● Saved entries:
+++
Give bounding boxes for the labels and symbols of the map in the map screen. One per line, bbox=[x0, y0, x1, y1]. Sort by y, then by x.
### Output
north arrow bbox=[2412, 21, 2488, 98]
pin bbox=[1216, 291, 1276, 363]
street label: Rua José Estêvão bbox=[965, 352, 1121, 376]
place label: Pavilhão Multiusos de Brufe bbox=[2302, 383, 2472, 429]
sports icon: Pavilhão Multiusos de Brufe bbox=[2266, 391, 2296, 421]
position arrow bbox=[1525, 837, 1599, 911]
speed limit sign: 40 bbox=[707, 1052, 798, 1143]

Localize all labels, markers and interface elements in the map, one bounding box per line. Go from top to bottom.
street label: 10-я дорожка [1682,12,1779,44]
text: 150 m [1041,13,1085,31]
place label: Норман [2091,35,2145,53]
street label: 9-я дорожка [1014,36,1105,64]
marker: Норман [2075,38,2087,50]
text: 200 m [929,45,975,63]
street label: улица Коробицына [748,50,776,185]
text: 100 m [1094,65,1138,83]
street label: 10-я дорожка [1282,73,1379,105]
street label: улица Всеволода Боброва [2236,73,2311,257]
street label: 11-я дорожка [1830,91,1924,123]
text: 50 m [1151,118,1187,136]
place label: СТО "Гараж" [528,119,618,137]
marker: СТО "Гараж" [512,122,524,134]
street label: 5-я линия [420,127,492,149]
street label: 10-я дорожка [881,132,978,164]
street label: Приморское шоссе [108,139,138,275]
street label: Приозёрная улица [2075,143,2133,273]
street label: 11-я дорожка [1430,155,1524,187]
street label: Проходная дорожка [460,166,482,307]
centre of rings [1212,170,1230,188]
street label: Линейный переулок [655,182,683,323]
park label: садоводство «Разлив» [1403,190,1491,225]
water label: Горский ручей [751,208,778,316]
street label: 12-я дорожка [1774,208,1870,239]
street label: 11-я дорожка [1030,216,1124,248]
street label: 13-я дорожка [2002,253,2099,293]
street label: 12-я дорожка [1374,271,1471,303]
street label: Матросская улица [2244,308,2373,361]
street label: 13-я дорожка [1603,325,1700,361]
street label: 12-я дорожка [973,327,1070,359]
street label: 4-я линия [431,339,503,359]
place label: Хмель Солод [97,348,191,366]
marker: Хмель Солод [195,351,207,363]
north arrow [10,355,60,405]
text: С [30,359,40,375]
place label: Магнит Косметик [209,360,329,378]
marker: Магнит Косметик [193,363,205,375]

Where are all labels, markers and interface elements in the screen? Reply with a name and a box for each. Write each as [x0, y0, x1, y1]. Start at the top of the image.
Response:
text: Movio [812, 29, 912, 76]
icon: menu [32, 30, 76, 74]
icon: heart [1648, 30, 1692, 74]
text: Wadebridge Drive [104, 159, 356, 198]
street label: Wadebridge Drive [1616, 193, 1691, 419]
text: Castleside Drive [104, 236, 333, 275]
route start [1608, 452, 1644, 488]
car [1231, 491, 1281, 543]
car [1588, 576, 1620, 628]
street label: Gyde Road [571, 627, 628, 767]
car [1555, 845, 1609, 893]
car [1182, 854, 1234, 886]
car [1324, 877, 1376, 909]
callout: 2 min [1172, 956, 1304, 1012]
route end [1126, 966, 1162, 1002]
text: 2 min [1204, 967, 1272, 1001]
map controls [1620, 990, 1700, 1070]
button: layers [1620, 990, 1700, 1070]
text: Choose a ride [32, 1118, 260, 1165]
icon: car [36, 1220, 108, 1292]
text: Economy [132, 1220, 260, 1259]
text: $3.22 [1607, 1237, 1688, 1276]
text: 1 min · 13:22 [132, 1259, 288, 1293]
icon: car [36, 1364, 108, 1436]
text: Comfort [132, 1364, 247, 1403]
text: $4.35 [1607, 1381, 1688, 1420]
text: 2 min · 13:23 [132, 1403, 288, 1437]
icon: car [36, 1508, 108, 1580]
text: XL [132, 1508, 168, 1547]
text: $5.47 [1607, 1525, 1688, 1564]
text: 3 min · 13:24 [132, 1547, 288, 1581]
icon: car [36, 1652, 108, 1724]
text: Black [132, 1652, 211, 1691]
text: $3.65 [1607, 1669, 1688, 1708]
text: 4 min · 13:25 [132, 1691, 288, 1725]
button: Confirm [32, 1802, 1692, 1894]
+++
● Exercise brief: Retype the records above in full, with no differences.

● Answer for the task:
Give bounding boxes for the labels and symbols of the map in the map screen. One per line, bbox=[x0, y0, x1, y1]. Sort by y, then by x.
### Output
north arrow bbox=[2412, 21, 2488, 98]
pin bbox=[1216, 291, 1276, 363]
street label: Rua José Estêvão bbox=[965, 352, 1121, 376]
place label: Pavilhão Multiusos de Brufe bbox=[2302, 383, 2472, 429]
sports icon: Pavilhão Multiusos de Brufe bbox=[2266, 391, 2296, 421]
position arrow bbox=[1525, 837, 1599, 911]
speed limit sign: 40 bbox=[707, 1052, 798, 1143]

Localize all labels, markers and interface elements in the map, one bounding box per line. Go from top to bottom.
street label: 10-я дорожка [1682,12,1779,44]
text: 150 m [1041,13,1085,31]
place label: Норман [2091,35,2145,53]
street label: 9-я дорожка [1014,36,1105,64]
marker: Норман [2075,38,2087,50]
text: 200 m [929,45,975,63]
street label: улица Коробицына [748,50,776,185]
text: 100 m [1094,65,1138,83]
street label: 10-я дорожка [1282,73,1379,105]
street label: улица Всеволода Боброва [2236,73,2311,257]
street label: 11-я дорожка [1830,91,1924,123]
text: 50 m [1151,118,1187,136]
place label: СТО "Гараж" [528,119,618,137]
marker: СТО "Гараж" [512,122,524,134]
street label: 5-я линия [420,127,492,149]
street label: 10-я дорожка [881,132,978,164]
street label: Приморское шоссе [108,139,138,275]
street label: Приозёрная улица [2075,143,2133,273]
street label: 11-я дорожка [1430,155,1524,187]
street label: Проходная дорожка [460,166,482,307]
centre of rings [1212,170,1230,188]
street label: Линейный переулок [655,182,683,323]
park label: садоводство «Разлив» [1403,190,1491,225]
water label: Горский ручей [751,208,778,316]
street label: 12-я дорожка [1774,208,1870,239]
street label: 11-я дорожка [1030,216,1124,248]
street label: 13-я дорожка [2002,253,2099,293]
street label: 12-я дорожка [1374,271,1471,303]
street label: Матросская улица [2244,308,2373,361]
street label: 13-я дорожка [1603,325,1700,361]
street label: 12-я дорожка [973,327,1070,359]
street label: 4-я линия [431,339,503,359]
place label: Хмель Солод [97,348,191,366]
marker: Хмель Солод [195,351,207,363]
north arrow [10,355,60,405]
text: С [30,359,40,375]
place label: Магнит Косметик [209,360,329,378]
marker: Магнит Косметик [193,363,205,375]

Where are all labels, markers and interface elements in the screen? Reply with a name and a box for each. Write each as [x0, y0, x1, y1]. Start at the top of the image.
Response:
text: Movio [812, 29, 912, 76]
icon: menu [32, 30, 76, 74]
icon: heart [1648, 30, 1692, 74]
text: Wadebridge Drive [104, 159, 356, 198]
street label: Wadebridge Drive [1616, 193, 1691, 419]
text: Castleside Drive [104, 236, 333, 275]
route start [1608, 452, 1644, 488]
car [1231, 491, 1281, 543]
car [1588, 576, 1620, 628]
street label: Gyde Road [571, 627, 628, 767]
car [1555, 845, 1609, 893]
car [1182, 854, 1234, 886]
car [1324, 877, 1376, 909]
callout: 2 min [1172, 956, 1304, 1012]
route end [1126, 966, 1162, 1002]
text: 2 min [1204, 967, 1272, 1001]
map controls [1620, 990, 1700, 1070]
button: layers [1620, 990, 1700, 1070]
text: Choose a ride [32, 1118, 260, 1165]
icon: car [36, 1220, 108, 1292]
text: Economy [132, 1220, 260, 1259]
text: $3.22 [1607, 1237, 1688, 1276]
text: 1 min · 13:22 [132, 1259, 288, 1293]
icon: car [36, 1364, 108, 1436]
text: Comfort [132, 1364, 247, 1403]
text: $4.35 [1607, 1381, 1688, 1420]
text: 2 min · 13:23 [132, 1403, 288, 1437]
icon: car [36, 1508, 108, 1580]
text: XL [132, 1508, 168, 1547]
text: $5.47 [1607, 1525, 1688, 1564]
text: 3 min · 13:24 [132, 1547, 288, 1581]
icon: car [36, 1652, 108, 1724]
text: Black [132, 1652, 211, 1691]
text: $3.65 [1607, 1669, 1688, 1708]
text: 4 min · 13:25 [132, 1691, 288, 1725]
button: Confirm [32, 1802, 1692, 1894]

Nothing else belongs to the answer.